INTRODUCTION: Unmet social needs negatively affect health care access and outcomes, and are disproportionately experienced by groups marginalized by racism, socioeconomic status, and geography. The Plan for Appropriate Tailored Healthcare in Pregnancy (PATH), a consensus-based prenatal care recommendation developed by a multidisciplinary panel of prenatal care experts, includes two recommendations regarding social needs: 1) early screening for medical and social determinants of health; and 2) management of social needs in prenatal care. A national listening tour was conducted to capture stakeholder feedback for implementing social needs recommendations into practice. METHODS: We conducted nine, 120-minute virtual focus groups with more than 25 organizations including professional (8), patient advocacy (8), public health (5), and payer groups (4). Focus groups were transcribed, coded by recommendation, and analyzed with matrix coding across patient, clinic, and policy level implementation considerations. RESULTS: Focus groups included 110 participants. Patient-level considerations for implementation included the importance of relationship building, shared decision-making, resources-first screening, and delivery of trauma-informed, culturally concordant care. On the clinic level, participants stressed robust clinic-level processes for providing effective social needs care, including multidisciplinary care navigation, social needs toolkit utilization, dynamic patient needs assessments, and provision of closed-loop referrals.
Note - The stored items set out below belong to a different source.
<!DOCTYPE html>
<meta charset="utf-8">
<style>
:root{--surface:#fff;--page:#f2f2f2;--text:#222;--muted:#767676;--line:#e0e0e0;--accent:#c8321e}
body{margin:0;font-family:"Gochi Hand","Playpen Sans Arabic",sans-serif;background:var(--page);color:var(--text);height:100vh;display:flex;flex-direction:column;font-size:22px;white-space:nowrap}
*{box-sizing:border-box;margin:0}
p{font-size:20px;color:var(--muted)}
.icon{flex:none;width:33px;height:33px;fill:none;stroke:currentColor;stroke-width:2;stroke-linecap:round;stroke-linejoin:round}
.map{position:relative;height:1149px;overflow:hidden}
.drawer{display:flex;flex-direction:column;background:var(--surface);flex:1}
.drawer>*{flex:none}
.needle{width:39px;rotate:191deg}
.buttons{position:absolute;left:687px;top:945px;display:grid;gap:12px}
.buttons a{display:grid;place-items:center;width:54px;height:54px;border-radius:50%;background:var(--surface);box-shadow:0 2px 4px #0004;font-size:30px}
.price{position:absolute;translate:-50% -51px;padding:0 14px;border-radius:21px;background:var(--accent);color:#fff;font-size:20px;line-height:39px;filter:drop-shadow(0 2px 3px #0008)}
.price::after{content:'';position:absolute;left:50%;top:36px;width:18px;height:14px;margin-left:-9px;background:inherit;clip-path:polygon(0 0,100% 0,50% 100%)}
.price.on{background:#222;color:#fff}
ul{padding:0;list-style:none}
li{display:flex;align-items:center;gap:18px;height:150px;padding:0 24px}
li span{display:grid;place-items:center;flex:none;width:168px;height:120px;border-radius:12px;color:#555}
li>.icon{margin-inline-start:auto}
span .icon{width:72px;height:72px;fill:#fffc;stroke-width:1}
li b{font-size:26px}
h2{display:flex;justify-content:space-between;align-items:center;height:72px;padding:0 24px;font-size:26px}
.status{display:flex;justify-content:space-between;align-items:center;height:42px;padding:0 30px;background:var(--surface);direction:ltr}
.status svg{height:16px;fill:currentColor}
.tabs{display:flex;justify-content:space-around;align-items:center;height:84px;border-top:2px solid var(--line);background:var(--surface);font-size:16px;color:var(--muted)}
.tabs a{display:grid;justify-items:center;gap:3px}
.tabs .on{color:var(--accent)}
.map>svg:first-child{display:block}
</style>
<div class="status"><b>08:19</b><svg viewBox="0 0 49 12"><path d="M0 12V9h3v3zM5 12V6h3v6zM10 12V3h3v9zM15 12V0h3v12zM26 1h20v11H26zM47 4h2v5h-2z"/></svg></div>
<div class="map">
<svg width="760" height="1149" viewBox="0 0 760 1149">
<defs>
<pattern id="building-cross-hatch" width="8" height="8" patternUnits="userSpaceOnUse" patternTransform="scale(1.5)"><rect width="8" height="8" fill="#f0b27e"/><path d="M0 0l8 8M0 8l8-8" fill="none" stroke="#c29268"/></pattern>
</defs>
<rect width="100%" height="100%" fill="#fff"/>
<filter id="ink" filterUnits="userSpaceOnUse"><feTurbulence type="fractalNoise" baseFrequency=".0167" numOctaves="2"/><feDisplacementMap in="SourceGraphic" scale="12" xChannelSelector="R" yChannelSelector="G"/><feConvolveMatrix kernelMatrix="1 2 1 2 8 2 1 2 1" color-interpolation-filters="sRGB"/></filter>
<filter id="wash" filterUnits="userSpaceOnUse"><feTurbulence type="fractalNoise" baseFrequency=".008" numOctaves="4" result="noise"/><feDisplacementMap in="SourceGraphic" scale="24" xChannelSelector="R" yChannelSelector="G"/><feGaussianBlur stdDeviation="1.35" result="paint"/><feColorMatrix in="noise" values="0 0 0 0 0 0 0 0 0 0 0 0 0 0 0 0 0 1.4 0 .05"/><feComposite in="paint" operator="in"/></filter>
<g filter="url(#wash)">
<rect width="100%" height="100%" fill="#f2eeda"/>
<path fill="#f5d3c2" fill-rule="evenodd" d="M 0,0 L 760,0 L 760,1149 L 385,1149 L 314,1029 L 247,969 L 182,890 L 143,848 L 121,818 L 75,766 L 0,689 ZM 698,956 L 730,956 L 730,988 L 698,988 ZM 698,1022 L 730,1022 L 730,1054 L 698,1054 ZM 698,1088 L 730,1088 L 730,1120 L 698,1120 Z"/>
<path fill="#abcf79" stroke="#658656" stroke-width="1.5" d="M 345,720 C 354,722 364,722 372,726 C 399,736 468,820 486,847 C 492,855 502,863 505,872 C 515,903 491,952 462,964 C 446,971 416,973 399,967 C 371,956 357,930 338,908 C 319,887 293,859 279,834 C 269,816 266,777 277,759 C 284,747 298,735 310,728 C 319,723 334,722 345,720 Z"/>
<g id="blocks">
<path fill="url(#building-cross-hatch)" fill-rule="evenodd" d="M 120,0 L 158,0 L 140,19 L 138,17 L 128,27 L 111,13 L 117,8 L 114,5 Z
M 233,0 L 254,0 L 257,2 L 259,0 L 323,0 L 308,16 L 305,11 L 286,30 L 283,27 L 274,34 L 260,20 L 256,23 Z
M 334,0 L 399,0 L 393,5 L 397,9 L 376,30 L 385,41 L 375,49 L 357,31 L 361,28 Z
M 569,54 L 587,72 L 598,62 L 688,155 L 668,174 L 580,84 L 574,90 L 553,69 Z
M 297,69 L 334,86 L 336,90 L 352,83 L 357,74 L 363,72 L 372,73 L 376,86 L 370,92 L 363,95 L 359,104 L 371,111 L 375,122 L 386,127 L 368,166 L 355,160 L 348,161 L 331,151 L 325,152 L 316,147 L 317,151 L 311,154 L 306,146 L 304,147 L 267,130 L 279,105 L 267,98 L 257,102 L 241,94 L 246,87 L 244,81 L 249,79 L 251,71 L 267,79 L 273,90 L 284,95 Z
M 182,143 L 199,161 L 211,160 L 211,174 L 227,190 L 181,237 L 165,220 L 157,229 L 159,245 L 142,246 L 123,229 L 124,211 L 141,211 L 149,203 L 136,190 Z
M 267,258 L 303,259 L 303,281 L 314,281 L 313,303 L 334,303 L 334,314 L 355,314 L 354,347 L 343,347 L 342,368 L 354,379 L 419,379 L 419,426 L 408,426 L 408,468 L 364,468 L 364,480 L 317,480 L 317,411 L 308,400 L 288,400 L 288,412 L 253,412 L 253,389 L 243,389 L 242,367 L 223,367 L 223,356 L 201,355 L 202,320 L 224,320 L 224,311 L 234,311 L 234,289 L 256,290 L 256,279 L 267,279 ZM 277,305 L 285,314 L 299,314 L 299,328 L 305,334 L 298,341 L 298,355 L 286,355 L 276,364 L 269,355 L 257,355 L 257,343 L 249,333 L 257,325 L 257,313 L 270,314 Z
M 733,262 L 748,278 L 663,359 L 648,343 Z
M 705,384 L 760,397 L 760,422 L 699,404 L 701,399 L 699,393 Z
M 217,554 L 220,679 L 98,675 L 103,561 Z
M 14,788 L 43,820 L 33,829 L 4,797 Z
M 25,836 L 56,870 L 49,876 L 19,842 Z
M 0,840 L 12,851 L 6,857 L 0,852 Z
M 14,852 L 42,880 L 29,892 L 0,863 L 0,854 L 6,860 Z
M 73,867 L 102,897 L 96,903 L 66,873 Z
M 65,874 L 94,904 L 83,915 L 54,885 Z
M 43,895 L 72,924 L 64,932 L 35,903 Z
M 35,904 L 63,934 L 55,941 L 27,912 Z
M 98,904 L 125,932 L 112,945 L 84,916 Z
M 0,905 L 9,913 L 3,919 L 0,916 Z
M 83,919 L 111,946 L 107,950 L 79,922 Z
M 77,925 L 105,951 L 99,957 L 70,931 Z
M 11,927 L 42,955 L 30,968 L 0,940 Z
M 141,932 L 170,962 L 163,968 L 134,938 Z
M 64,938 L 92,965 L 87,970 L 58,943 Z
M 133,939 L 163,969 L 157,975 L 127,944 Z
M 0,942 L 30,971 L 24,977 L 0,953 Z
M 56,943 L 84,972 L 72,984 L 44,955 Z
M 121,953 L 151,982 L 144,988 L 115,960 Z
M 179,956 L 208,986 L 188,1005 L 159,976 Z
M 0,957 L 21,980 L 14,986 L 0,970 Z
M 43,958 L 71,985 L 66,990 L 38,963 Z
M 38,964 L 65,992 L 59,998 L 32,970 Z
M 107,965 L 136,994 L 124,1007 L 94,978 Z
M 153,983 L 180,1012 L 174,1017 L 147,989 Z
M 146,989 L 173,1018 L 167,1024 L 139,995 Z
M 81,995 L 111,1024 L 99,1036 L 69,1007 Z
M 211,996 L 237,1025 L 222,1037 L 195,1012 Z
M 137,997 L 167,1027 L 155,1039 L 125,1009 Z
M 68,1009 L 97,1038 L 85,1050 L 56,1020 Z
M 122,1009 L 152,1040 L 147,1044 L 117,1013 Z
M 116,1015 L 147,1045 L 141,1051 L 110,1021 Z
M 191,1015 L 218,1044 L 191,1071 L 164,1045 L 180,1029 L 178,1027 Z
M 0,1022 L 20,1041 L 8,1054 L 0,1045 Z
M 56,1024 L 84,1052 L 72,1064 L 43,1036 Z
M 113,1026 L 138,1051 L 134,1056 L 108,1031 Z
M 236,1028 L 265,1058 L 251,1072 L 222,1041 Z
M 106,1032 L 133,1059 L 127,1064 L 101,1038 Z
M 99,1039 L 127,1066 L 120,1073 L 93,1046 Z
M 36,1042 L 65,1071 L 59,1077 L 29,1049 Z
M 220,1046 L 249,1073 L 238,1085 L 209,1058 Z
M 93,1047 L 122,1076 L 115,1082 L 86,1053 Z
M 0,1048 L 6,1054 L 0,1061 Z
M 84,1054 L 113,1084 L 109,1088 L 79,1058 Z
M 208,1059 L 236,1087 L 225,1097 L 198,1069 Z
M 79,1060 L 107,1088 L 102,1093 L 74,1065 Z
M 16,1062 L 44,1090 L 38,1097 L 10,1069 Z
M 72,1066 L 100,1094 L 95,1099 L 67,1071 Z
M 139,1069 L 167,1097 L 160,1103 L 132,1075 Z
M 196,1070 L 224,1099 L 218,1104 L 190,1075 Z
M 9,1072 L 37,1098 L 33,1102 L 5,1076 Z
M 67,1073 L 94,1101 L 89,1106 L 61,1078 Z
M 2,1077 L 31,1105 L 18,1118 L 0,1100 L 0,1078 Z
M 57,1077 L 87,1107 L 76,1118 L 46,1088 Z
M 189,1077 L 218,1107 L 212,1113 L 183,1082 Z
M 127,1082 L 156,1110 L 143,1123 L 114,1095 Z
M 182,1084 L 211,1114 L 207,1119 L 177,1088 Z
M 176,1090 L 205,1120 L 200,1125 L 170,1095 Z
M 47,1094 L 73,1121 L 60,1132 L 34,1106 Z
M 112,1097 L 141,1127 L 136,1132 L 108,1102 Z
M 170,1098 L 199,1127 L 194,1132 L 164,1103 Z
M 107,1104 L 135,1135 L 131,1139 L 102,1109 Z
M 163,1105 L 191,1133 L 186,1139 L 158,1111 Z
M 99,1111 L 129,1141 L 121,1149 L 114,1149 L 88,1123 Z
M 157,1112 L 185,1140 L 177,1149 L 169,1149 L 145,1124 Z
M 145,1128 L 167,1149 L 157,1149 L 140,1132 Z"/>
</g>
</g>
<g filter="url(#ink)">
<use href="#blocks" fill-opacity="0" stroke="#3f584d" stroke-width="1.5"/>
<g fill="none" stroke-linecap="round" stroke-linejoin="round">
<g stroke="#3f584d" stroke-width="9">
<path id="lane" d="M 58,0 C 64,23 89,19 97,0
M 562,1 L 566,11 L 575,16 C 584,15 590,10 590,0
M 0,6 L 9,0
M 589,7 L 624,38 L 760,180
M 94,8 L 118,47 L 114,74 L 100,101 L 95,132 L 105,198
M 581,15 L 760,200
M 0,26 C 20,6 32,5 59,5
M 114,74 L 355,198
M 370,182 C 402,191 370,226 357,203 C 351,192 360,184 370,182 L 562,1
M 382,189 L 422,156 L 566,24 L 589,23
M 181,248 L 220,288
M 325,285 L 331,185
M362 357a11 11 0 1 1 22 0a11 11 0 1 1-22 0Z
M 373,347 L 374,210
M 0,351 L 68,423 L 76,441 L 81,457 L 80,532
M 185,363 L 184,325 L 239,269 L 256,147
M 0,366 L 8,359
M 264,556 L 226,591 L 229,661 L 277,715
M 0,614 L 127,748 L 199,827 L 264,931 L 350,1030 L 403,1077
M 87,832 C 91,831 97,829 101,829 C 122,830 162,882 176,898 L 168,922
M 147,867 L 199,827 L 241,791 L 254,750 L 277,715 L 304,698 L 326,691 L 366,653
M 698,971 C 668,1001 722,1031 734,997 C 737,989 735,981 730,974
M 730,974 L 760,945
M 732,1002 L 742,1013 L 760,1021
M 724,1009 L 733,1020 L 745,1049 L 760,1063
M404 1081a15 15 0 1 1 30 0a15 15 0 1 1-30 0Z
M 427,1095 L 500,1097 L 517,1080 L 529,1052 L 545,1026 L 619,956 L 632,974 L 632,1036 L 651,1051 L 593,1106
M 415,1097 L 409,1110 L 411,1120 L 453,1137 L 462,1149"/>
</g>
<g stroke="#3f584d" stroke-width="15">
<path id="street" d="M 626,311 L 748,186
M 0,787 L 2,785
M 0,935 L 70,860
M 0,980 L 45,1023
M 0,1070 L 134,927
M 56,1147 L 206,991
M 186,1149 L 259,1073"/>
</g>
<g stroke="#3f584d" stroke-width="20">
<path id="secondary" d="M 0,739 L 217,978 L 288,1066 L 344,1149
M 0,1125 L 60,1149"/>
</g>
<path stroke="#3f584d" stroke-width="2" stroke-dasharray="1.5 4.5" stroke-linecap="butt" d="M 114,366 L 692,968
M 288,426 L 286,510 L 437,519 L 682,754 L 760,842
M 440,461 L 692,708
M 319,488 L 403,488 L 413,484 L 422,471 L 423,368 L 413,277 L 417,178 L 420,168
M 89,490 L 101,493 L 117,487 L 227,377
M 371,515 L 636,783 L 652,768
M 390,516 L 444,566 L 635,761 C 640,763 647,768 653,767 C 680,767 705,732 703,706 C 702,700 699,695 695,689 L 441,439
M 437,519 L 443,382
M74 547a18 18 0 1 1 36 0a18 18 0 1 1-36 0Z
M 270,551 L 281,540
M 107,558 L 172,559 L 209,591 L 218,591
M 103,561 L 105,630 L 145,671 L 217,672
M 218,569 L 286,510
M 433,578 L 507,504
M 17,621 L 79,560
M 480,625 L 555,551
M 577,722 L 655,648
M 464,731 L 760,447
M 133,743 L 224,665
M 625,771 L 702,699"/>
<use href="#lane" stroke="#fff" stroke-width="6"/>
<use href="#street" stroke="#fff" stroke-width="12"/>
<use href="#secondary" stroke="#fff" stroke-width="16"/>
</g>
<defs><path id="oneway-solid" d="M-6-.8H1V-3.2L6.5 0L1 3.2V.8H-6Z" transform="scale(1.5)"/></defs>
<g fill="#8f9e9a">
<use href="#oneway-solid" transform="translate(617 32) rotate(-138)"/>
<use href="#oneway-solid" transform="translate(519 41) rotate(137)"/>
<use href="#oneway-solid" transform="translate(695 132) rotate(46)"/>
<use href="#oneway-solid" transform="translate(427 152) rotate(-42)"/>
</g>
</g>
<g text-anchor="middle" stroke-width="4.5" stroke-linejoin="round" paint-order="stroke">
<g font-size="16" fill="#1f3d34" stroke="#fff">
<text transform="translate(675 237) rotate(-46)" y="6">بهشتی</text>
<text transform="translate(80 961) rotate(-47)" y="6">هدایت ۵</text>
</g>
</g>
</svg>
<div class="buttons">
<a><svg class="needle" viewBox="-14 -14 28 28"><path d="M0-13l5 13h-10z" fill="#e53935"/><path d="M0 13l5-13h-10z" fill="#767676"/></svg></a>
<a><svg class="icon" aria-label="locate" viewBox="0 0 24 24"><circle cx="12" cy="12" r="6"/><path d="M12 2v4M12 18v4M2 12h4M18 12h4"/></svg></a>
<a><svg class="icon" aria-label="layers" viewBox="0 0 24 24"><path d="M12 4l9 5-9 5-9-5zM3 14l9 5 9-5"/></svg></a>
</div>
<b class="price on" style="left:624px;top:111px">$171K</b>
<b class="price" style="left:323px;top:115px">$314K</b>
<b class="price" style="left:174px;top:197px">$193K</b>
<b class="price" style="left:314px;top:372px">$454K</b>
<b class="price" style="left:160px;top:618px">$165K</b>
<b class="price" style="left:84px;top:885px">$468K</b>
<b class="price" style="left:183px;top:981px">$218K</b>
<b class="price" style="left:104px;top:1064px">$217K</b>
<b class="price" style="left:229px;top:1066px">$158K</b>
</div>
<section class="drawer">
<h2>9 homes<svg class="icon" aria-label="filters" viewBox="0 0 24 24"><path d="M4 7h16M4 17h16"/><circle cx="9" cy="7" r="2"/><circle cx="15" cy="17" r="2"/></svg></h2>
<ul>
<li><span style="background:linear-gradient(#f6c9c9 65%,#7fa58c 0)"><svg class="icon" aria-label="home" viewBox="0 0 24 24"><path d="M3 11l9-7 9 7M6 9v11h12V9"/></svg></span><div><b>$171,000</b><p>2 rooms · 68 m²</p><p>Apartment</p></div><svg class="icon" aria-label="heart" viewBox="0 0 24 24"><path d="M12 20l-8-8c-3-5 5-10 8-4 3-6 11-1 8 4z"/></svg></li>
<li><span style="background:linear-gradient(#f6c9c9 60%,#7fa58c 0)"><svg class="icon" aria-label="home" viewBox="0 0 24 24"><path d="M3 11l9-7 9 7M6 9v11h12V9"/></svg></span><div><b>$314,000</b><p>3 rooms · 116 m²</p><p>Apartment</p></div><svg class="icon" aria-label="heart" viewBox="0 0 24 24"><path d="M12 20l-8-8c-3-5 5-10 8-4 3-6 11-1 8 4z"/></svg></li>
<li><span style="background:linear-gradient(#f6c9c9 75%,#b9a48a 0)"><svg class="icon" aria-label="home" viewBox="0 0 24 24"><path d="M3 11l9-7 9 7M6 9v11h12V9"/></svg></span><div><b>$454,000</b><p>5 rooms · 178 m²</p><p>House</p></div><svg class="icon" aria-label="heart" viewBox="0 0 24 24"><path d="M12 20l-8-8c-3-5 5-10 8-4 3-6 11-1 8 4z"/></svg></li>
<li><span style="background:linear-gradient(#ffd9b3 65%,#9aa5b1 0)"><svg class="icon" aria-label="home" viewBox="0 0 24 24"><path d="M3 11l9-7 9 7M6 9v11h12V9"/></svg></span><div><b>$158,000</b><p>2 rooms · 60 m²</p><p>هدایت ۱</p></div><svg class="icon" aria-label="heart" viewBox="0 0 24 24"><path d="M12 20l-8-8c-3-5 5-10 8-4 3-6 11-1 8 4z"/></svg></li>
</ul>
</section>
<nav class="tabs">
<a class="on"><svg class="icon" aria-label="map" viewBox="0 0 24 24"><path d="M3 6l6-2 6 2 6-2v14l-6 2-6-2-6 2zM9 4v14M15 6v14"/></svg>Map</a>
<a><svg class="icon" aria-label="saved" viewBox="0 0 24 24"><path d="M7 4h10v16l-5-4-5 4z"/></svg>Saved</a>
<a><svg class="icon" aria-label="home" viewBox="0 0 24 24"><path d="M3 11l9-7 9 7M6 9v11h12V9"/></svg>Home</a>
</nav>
Policy-level considerations included the need for improved provider incentives, interprofessional group collaboration, evidence-based research, and social needs infrastructure. CONCLUSION: Key considerations for implementing social needs care at the individual, clinic, and policy levels must be operationalized for successful integration into routine prenatal care. Further evidence is needed to identify and test the best approaches to addressing unmet social needs across practice settings.